-- Opening Marker --

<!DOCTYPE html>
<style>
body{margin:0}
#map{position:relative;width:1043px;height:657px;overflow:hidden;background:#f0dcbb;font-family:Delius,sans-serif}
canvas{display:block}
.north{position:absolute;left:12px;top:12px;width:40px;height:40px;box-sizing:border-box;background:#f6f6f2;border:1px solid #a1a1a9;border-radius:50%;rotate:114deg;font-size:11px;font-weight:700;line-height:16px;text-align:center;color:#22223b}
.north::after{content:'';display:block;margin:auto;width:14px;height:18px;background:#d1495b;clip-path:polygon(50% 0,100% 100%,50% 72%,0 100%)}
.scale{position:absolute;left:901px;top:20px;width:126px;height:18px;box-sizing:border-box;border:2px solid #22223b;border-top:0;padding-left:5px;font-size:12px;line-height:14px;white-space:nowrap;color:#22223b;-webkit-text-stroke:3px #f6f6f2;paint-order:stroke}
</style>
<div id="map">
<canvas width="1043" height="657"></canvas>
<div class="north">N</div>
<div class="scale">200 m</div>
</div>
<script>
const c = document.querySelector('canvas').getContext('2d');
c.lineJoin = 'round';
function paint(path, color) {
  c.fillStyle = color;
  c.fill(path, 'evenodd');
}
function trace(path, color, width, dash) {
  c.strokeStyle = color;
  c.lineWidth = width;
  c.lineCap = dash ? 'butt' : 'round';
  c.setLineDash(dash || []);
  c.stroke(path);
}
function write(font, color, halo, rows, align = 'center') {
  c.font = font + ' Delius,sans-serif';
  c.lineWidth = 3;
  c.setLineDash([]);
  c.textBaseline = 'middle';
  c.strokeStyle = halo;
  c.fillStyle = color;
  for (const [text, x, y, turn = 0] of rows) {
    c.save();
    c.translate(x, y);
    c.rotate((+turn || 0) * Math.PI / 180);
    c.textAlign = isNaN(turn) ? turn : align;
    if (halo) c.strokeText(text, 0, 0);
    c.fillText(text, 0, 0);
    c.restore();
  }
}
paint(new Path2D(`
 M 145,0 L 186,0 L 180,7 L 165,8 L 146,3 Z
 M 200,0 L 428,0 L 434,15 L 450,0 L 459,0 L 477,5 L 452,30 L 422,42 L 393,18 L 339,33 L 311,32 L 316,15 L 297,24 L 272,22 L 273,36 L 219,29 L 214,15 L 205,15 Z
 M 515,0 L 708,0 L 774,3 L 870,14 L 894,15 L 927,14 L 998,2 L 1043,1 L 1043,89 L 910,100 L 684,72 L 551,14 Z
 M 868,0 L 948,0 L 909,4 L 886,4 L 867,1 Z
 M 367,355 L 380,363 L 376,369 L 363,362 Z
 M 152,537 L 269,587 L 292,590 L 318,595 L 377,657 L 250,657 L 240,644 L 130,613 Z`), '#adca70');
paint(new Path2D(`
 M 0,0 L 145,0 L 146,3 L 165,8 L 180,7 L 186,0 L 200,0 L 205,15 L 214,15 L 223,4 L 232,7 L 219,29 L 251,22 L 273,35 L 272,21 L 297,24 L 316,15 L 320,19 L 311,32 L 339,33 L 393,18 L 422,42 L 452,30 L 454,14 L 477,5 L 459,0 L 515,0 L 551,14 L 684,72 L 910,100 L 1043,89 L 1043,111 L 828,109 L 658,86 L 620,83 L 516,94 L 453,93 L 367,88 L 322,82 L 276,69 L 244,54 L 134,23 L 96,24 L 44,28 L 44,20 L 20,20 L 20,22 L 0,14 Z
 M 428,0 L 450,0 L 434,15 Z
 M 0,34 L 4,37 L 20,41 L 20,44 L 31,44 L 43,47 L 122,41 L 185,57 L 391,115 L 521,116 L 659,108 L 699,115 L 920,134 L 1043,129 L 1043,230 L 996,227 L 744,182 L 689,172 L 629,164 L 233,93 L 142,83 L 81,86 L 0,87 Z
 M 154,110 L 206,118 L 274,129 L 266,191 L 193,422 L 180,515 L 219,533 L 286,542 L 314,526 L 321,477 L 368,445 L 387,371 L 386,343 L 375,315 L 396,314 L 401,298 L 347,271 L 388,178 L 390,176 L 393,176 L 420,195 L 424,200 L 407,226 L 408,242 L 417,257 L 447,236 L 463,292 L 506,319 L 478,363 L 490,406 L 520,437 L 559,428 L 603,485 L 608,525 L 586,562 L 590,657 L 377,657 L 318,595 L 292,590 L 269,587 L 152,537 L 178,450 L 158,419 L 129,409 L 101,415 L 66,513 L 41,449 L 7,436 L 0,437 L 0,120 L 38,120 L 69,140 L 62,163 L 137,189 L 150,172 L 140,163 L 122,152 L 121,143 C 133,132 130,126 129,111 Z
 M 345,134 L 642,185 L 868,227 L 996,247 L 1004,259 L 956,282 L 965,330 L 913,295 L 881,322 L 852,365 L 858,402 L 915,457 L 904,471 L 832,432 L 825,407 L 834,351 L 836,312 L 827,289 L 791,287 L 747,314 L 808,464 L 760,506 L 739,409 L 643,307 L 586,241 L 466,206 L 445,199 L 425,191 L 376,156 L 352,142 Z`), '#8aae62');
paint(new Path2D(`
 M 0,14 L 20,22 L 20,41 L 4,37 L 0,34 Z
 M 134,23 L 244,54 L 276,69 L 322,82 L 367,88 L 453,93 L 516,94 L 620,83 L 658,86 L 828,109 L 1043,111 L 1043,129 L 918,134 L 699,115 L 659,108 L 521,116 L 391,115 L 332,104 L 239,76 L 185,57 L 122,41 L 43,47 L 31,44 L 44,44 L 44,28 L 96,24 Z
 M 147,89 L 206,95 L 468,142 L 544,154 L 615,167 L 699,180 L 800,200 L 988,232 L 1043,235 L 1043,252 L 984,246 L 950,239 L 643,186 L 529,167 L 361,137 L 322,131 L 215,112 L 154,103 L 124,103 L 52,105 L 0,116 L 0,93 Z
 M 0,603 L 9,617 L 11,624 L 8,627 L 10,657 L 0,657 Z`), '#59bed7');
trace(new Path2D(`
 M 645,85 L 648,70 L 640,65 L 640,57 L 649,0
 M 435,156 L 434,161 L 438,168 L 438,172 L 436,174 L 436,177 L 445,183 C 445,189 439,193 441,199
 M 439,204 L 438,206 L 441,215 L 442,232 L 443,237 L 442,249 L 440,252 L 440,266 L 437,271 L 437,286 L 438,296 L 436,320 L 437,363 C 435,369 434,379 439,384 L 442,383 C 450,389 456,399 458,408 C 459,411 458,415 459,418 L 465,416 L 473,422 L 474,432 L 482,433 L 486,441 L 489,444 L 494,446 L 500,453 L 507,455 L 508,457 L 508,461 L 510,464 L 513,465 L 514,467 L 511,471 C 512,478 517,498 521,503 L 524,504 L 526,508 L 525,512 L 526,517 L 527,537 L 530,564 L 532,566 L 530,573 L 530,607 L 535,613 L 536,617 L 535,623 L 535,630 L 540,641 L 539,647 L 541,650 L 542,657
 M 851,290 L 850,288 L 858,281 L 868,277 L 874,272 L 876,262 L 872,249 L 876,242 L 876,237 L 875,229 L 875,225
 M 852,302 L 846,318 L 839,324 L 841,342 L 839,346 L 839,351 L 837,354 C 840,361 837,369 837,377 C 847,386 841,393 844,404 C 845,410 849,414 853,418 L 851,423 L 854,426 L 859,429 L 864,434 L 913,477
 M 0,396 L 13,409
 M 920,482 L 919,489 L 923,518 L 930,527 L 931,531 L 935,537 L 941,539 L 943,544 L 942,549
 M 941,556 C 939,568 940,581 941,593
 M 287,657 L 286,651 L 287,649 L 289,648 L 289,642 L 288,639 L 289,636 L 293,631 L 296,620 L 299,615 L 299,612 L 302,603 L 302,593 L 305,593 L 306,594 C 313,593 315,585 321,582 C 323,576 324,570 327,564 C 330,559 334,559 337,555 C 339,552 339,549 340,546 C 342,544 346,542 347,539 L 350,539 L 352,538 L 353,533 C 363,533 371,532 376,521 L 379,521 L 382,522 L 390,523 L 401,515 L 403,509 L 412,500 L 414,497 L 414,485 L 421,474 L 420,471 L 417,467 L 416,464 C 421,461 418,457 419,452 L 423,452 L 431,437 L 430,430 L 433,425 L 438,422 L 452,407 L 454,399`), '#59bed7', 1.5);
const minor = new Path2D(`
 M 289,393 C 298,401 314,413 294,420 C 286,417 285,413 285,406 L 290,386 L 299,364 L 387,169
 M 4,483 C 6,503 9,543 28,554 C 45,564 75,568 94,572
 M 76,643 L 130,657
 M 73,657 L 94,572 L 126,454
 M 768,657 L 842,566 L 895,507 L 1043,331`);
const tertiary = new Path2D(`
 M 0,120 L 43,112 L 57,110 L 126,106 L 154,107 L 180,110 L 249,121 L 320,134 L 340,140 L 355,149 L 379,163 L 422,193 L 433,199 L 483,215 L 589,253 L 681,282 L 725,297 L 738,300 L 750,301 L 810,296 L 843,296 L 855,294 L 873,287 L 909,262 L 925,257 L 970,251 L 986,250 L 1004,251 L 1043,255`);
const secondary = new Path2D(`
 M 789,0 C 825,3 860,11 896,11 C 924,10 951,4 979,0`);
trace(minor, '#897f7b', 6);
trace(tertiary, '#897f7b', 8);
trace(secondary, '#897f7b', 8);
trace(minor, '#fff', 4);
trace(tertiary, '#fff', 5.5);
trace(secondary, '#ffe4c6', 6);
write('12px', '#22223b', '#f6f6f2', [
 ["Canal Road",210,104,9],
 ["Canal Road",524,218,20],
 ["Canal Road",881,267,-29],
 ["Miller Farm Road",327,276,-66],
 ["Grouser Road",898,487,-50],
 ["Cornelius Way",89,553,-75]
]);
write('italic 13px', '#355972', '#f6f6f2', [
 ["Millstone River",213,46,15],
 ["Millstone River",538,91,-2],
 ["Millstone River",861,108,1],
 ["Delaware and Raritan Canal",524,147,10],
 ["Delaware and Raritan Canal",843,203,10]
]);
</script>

-- Closing Marker --

**Task statement**
Look above for the line with "c.lineCap = dash ? 'butt' : 'round';" and the line with "c.translate(x, y);". Retype those two lines and every line between them exactly, adding nothing.

**Exercise answer**
  c.lineCap = dash ? 'butt' : 'round';
  c.setLineDash(dash || []);
  c.stroke(path);
}
function write(font, color, halo, rows, align = 'center') {
  c.font = font + ' Delius,sans-serif';
  c.lineWidth = 3;
  c.setLineDash([]);
  c.textBaseline = 'middle';
  c.strokeStyle = halo;
  c.fillStyle = color;
  for (const [text, x, y, turn = 0] of rows) {
    c.save();
    c.translate(x, y);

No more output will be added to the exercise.